>>
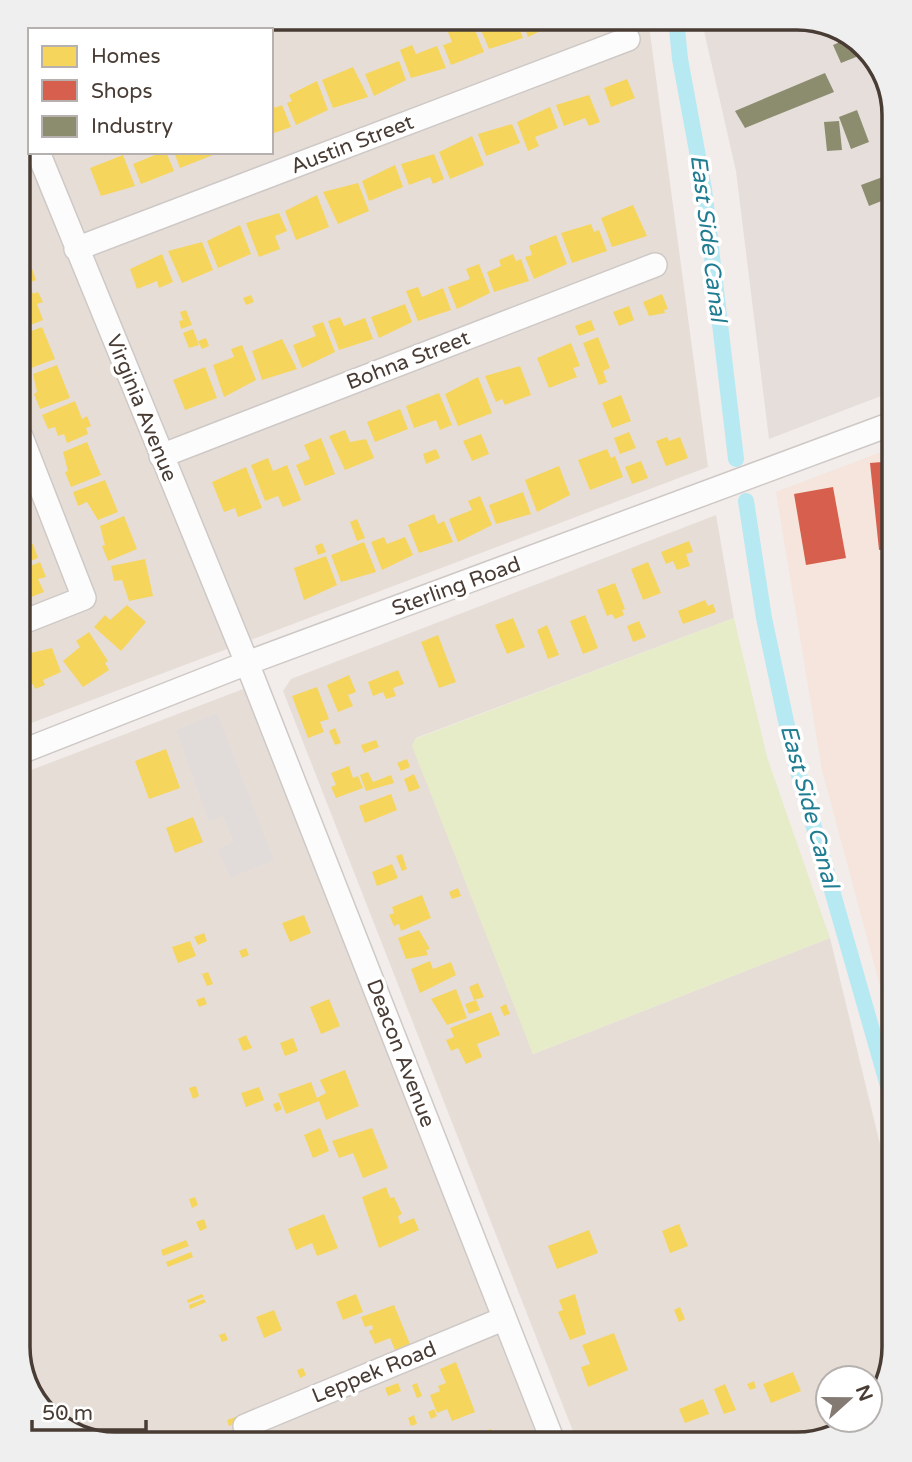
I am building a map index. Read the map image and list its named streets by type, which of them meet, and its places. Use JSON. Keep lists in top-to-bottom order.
{
  "streets": {
    "street": [
      "Austin Street",
      "Bohna Street",
      "Virginia Avenue",
      "Sterling Road",
      "Deacon Avenue",
      "Leppek Road"
    ]
  },
  "crossings": [
    ["Austin Street", "Virginia Avenue"],
    ["Bohna Street", "Virginia Avenue"],
    ["Virginia Avenue", "Sterling Road"],
    ["Virginia Avenue", "Deacon Avenue"],
    ["Sterling Road", "Deacon Avenue"],
    ["Deacon Avenue", "Leppek Road"]
  ],
  "water": ["East Side Canal"],
  "legend": ["Homes", "Shops", "Industry"],
  "scale_bar": "50 m",
  "north": "right"
}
<<
Pictures aside, reproduce every record exactly as it stands.

I am building a map index. Read the map image and list its named streets by type, which of them meet, and its places. Use JSON. Keep lists in top-to-bottom order.
{
  "streets": {
    "street": [
      "Austin Street",
      "Bohna Street",
      "Virginia Avenue",
      "Sterling Road",
      "Deacon Avenue",
      "Leppek Road"
    ]
  },
  "crossings": [
    ["Austin Street", "Virginia Avenue"],
    ["Bohna Street", "Virginia Avenue"],
    ["Virginia Avenue", "Sterling Road"],
    ["Virginia Avenue", "Deacon Avenue"],
    ["Sterling Road", "Deacon Avenue"],
    ["Deacon Avenue", "Leppek Road"]
  ],
  "water": ["East Side Canal"],
  "legend": ["Homes", "Shops", "Industry"],
  "scale_bar": "50 m",
  "north": "right"
}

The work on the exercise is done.